### REQUIRED ACTION
Every line below should be repeated exactly as written.

──────── STUDY MATERIAL ────────

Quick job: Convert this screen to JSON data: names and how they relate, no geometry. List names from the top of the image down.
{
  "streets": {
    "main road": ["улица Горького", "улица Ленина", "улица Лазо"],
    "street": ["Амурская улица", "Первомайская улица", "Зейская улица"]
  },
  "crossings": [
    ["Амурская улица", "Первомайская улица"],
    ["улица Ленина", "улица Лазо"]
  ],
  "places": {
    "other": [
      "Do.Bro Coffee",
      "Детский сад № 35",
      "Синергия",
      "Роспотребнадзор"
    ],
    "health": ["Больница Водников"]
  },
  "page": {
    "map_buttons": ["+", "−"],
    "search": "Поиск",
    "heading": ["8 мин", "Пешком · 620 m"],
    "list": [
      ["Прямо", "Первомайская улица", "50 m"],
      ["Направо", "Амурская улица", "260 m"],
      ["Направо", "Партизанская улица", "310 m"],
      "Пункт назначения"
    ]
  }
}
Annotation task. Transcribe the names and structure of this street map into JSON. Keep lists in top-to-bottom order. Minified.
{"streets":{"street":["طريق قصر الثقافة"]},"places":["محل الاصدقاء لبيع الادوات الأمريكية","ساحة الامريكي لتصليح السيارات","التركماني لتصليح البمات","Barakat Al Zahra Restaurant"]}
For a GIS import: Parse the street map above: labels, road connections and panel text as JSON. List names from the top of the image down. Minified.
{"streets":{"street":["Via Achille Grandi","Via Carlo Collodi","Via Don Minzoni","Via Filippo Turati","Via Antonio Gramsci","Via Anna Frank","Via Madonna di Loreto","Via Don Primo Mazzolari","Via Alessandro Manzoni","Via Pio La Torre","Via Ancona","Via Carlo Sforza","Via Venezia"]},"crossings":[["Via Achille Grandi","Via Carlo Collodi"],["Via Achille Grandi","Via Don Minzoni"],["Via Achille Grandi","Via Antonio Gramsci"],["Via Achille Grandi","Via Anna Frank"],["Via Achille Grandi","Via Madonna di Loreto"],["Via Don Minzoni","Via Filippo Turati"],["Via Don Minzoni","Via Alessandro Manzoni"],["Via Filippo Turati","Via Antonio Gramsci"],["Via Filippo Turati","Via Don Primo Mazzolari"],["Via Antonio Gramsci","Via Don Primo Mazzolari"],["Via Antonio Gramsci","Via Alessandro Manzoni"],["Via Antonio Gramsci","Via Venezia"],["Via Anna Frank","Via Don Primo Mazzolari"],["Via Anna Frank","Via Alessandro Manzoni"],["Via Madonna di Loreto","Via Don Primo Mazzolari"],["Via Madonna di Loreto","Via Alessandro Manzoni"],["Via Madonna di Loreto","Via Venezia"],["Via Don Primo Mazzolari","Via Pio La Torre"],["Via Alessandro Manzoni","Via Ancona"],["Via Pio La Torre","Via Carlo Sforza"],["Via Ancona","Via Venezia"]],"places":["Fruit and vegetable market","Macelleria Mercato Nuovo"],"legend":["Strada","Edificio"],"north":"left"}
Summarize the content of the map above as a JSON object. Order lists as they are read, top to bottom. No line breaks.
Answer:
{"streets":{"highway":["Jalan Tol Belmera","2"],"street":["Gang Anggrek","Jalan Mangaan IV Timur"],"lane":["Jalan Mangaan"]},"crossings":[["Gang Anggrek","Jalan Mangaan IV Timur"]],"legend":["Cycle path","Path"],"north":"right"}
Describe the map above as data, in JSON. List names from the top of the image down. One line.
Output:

────────

### ANSWER BOX
Quick job: Convert this screen to JSON data: names and how they relate, no geometry. List names from the top of the image down.
{
  "streets": {
    "main road": ["улица Горького", "улица Ленина", "улица Лазо"],
    "street": ["Амурская улица", "Первомайская улица", "Зейская улица"]
  },
  "crossings": [
    ["Амурская улица", "Первомайская улица"],
    ["улица Ленина", "улица Лазо"]
  ],
  "places": {
    "other": [
      "Do.Bro Coffee",
      "Детский сад № 35",
      "Синергия",
      "Роспотребнадзор"
    ],
    "health": ["Больница Водников"]
  },
  "page": {
    "map_buttons": ["+", "−"],
    "search": "Поиск",
    "heading": ["8 мин", "Пешком · 620 m"],
    "list": [
      ["Прямо", "Первомайская улица", "50 m"],
      ["Направо", "Амурская улица", "260 m"],
      ["Направо", "Партизанская улица", "310 m"],
      "Пункт назначения"
    ]
  }
}
Annotation task. Transcribe the names and structure of this street map into JSON. Keep lists in top-to-bottom order. Minified.
{"streets":{"street":["طريق قصر الثقافة"]},"places":["محل الاصدقاء لبيع الادوات الأمريكية","ساحة الامريكي لتصليح السيارات","التركماني لتصليح البمات","Barakat Al Zahra Restaurant"]}
For a GIS import: Parse the street map above: labels, road connections and panel text as JSON. List names from the top of the image down. Minified.
{"streets":{"street":["Via Achille Grandi","Via Carlo Collodi","Via Don Minzoni","Via Filippo Turati","Via Antonio Gramsci","Via Anna Frank","Via Madonna di Loreto","Via Don Primo Mazzolari","Via Alessandro Manzoni","Via Pio La Torre","Via Ancona","Via Carlo Sforza","Via Venezia"]},"crossings":[["Via Achille Grandi","Via Carlo Collodi"],["Via Achille Grandi","Via Don Minzoni"],["Via Achille Grandi","Via Antonio Gramsci"],["Via Achille Grandi","Via Anna Frank"],["Via Achille Grandi","Via Madonna di Loreto"],["Via Don Minzoni","Via Filippo Turati"],["Via Don Minzoni","Via Alessandro Manzoni"],["Via Filippo Turati","Via Antonio Gramsci"],["Via Filippo Turati","Via Don Primo Mazzolari"],["Via Antonio Gramsci","Via Don Primo Mazzolari"],["Via Antonio Gramsci","Via Alessandro Manzoni"],["Via Antonio Gramsci","Via Venezia"],["Via Anna Frank","Via Don Primo Mazzolari"],["Via Anna Frank","Via Alessandro Manzoni"],["Via Madonna di Loreto","Via Don Primo Mazzolari"],["Via Madonna di Loreto","Via Alessandro Manzoni"],["Via Madonna di Loreto","Via Venezia"],["Via Don Primo Mazzolari","Via Pio La Torre"],["Via Alessandro Manzoni","Via Ancona"],["Via Pio La Torre","Via Carlo Sforza"],["Via Ancona","Via Venezia"]],"places":["Fruit and vegetable market","Macelleria Mercato Nuovo"],"legend":["Strada","Edificio"],"north":"left"}
Summarize the content of the map above as a JSON object. Order lists as they are read, top to bottom. No line breaks.
Answer:
{"streets":{"highway":["Jalan Tol Belmera","2"],"street":["Gang Anggrek","Jalan Mangaan IV Timur"],"lane":["Jalan Mangaan"]},"crossings":[["Gang Anggrek","Jalan Mangaan IV Timur"]],"legend":["Cycle path","Path"],"north":"right"}
Describe the map above as data, in JSON. List names from the top of the image down. One line.
Output:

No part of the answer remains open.